» **Task requirements**
Copy the listing below in full and skip every picture.

» **Records supplied**
- Opening Delimiter -
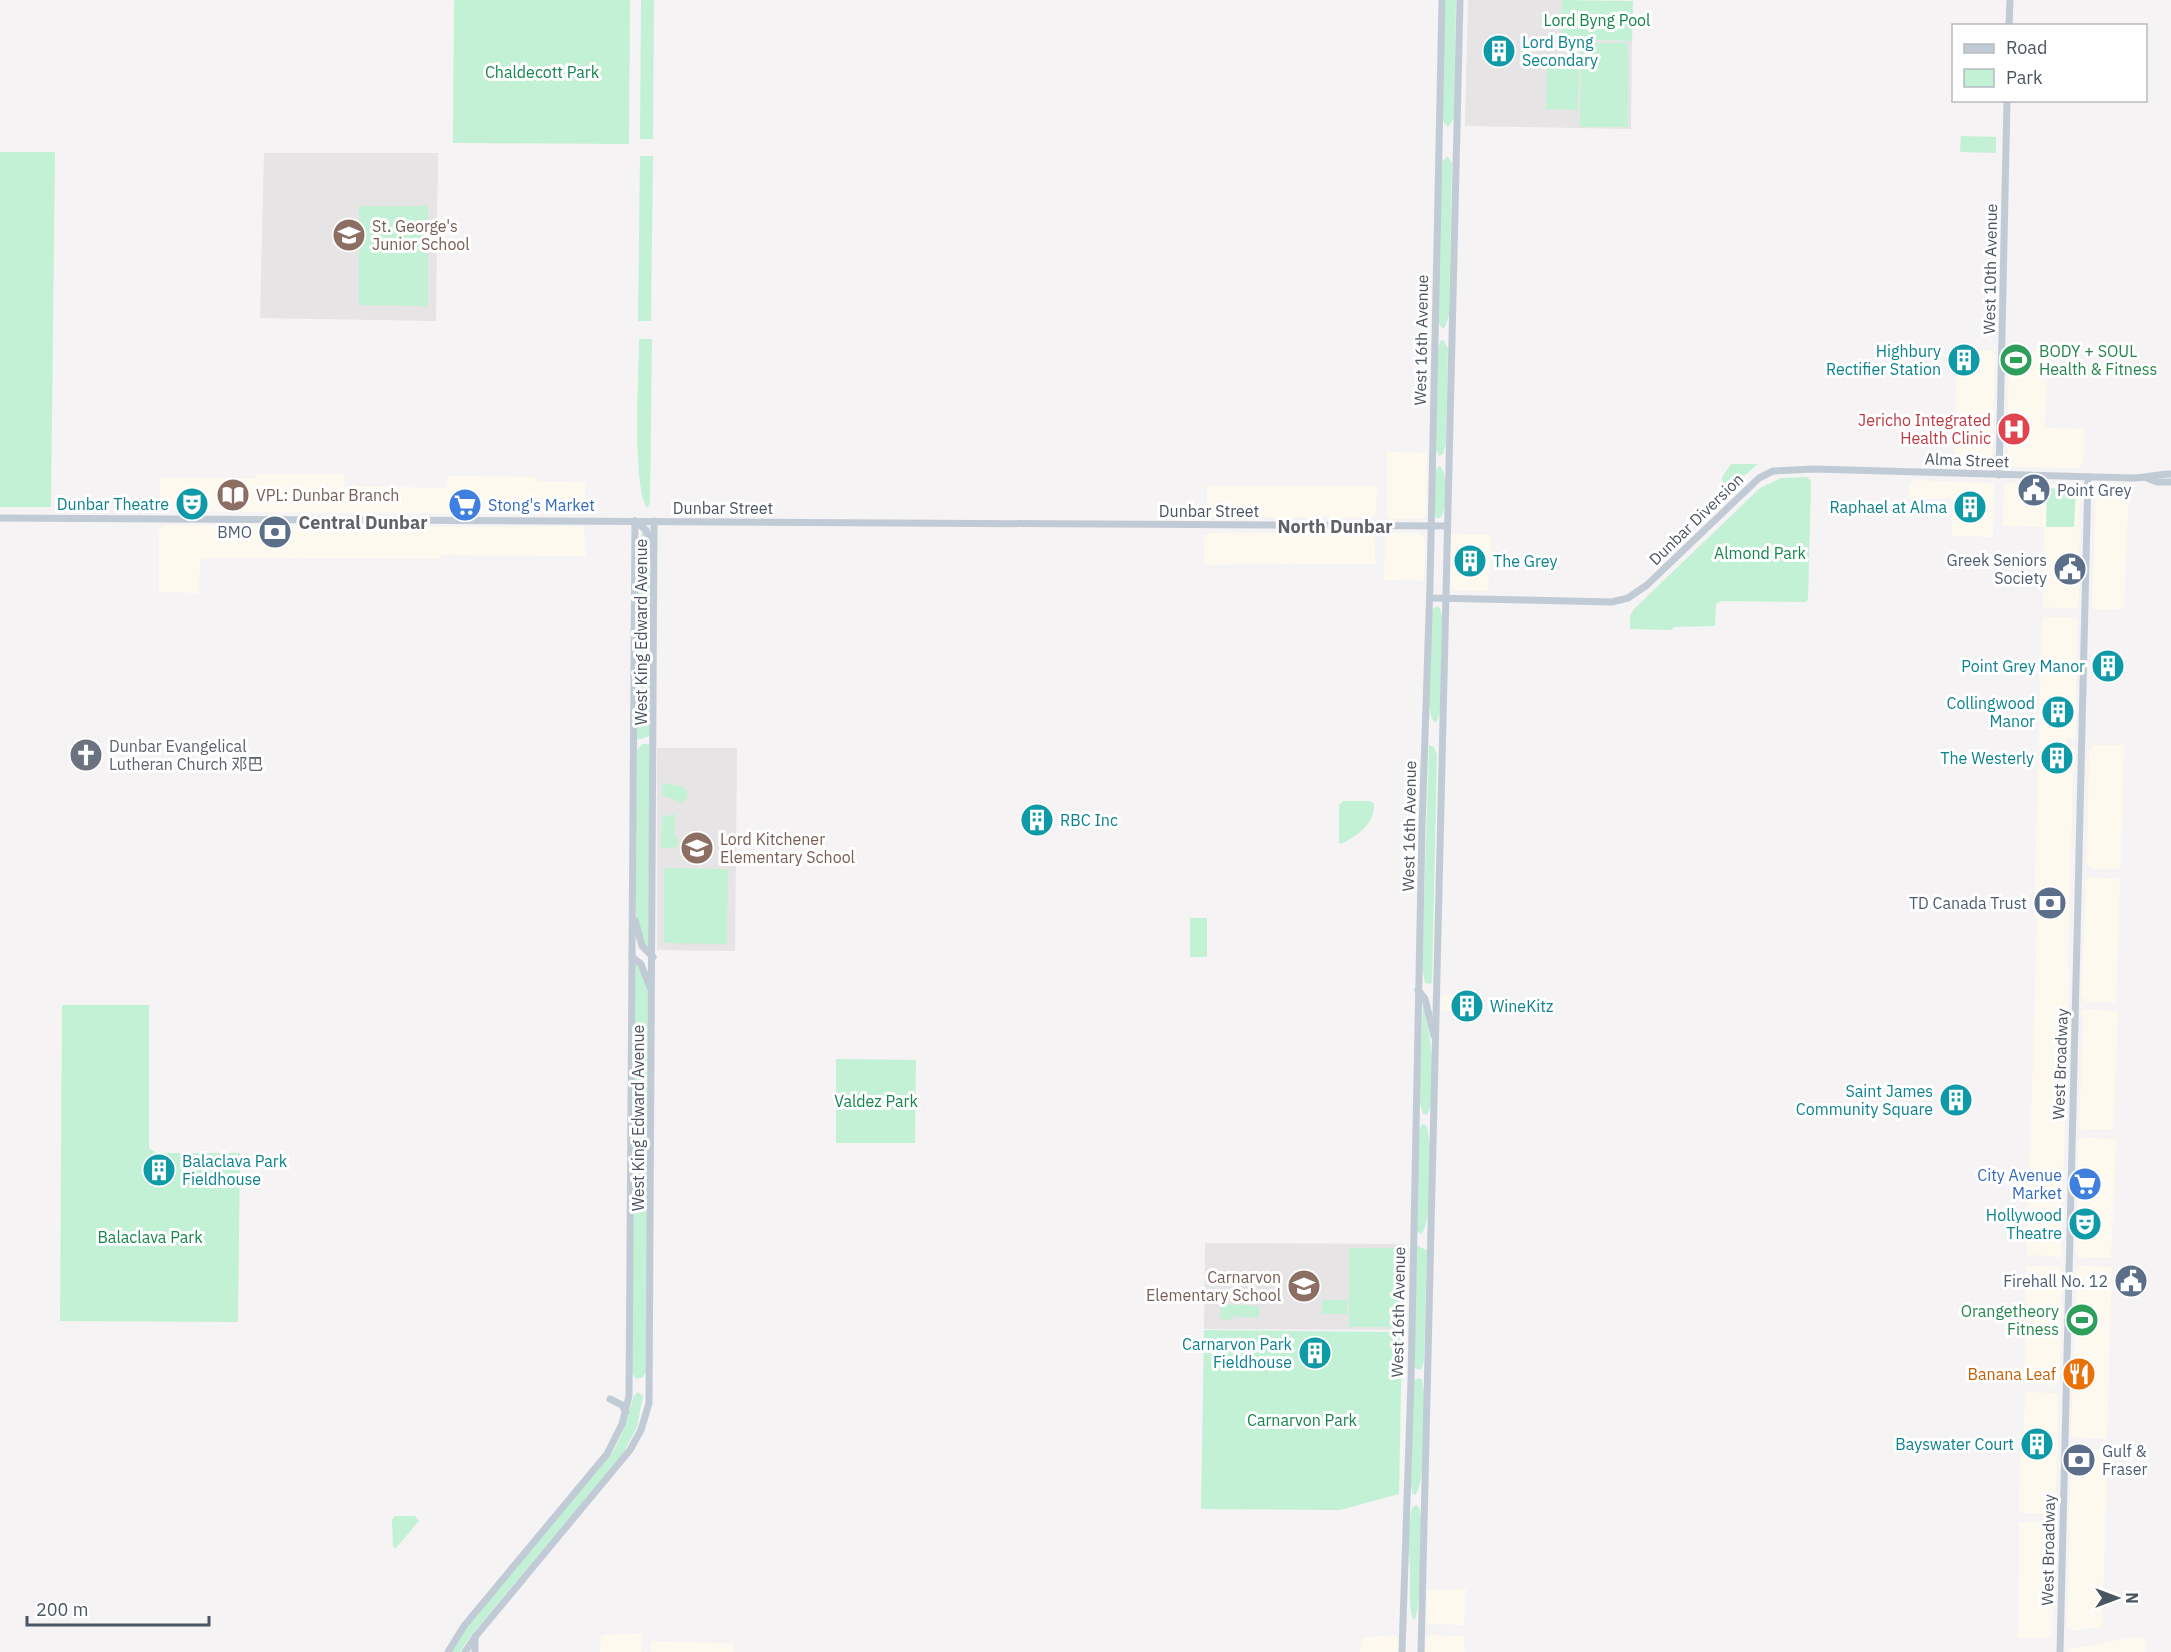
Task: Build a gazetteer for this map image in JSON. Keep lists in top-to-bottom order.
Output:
{
  "streets": {
    "main road": [
      "West 10th Avenue",
      "West 16th Avenue",
      "Alma Street",
      "Dunbar Street",
      "Dunbar Diversion",
      "West King Edward Avenue",
      "West Broadway"
    ]
  },
  "crossings": [
    ["West 10th Avenue", "Alma Street"],
    ["West 16th Avenue", "Dunbar Street"],
    ["West 16th Avenue", "Dunbar Diversion"],
    ["Alma Street", "Dunbar Diversion"],
    ["Alma Street", "West Broadway"],
    ["Dunbar Street", "West King Edward Avenue"]
  ],
  "districts": ["Central Dunbar", "North Dunbar"],
  "parks": [
    "Lord Byng Pool",
    "Chaldecott Park",
    "Almond Park",
    "Valdez Park",
    "Balaclava Park",
    "Carnarvon Park"
  ],
  "places": {
    "building": [
      "Lord Byng Secondary",
      "Highbury Rectifier Station",
      "Raphael at Alma",
      "The Grey",
      "Point Grey Manor",
      "Collingwood Manor",
      "The Westerly",
      "RBC Inc",
      "WineKitz",
      "Saint James Community Square",
      "Balaclava Park Fieldhouse",
      "Carnarvon Park Fieldhouse",
      "Bayswater Court"
    ],
    "school or university": ["St. George's Junior School", "Lord Kitchener Elementary School", "Carnarvon Elementary School"],
    "sports": ["BODY + SOUL Health & Fitness", "Orangetheory Fitness"],
    "hospital": ["Jericho Integrated Health Clinic"],
    "public building": ["Point Grey", "Greek Seniors Society", "Firehall No. 12"],
    "library": ["VPL: Dunbar Branch"],
    "theatre": ["Dunbar Theatre", "Hollywood Theatre"],
    "supermarket": ["Stong's Market", "City Avenue Market"],
    "bank": ["BMO", "TD Canada Trust", "Gulf & Fraser"],
    "church": ["Dunbar Evangelical Lutheran Church 邓巴"],
    "restaurant": ["Banana Leaf"]
  },
  "legend": ["Road", "Park"],
  "scale_bar": "200 m",
  "north": "right"
}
- Closing Delimiter -
» **Result**
Task: Build a gazetteer for this map image in JSON. Keep lists in top-to-bottom order.
Output:
{
  "streets": {
    "main road": [
      "West 10th Avenue",
      "West 16th Avenue",
      "Alma Street",
      "Dunbar Street",
      "Dunbar Diversion",
      "West King Edward Avenue",
      "West Broadway"
    ]
  },
  "crossings": [
    ["West 10th Avenue", "Alma Street"],
    ["West 16th Avenue", "Dunbar Street"],
    ["West 16th Avenue", "Dunbar Diversion"],
    ["Alma Street", "Dunbar Diversion"],
    ["Alma Street", "West Broadway"],
    ["Dunbar Street", "West King Edward Avenue"]
  ],
  "districts": ["Central Dunbar", "North Dunbar"],
  "parks": [
    "Lord Byng Pool",
    "Chaldecott Park",
    "Almond Park",
    "Valdez Park",
    "Balaclava Park",
    "Carnarvon Park"
  ],
  "places": {
    "building": [
      "Lord Byng Secondary",
      "Highbury Rectifier Station",
      "Raphael at Alma",
      "The Grey",
      "Point Grey Manor",
      "Collingwood Manor",
      "The Westerly",
      "RBC Inc",
      "WineKitz",
      "Saint James Community Square",
      "Balaclava Park Fieldhouse",
      "Carnarvon Park Fieldhouse",
      "Bayswater Court"
    ],
    "school or university": ["St. George's Junior School", "Lord Kitchener Elementary School", "Carnarvon Elementary School"],
    "sports": ["BODY + SOUL Health & Fitness", "Orangetheory Fitness"],
    "hospital": ["Jericho Integrated Health Clinic"],
    "public building": ["Point Grey", "Greek Seniors Society", "Firehall No. 12"],
    "library": ["VPL: Dunbar Branch"],
    "theatre": ["Dunbar Theatre", "Hollywood Theatre"],
    "supermarket": ["Stong's Market", "City Avenue Market"],
    "bank": ["BMO", "TD Canada Trust", "Gulf & Fraser"],
    "church": ["Dunbar Evangelical Lutheran Church 邓巴"],
    "restaurant": ["Banana Leaf"]
  },
  "legend": ["Road", "Park"],
  "scale_bar": "200 m",
  "north": "right"
}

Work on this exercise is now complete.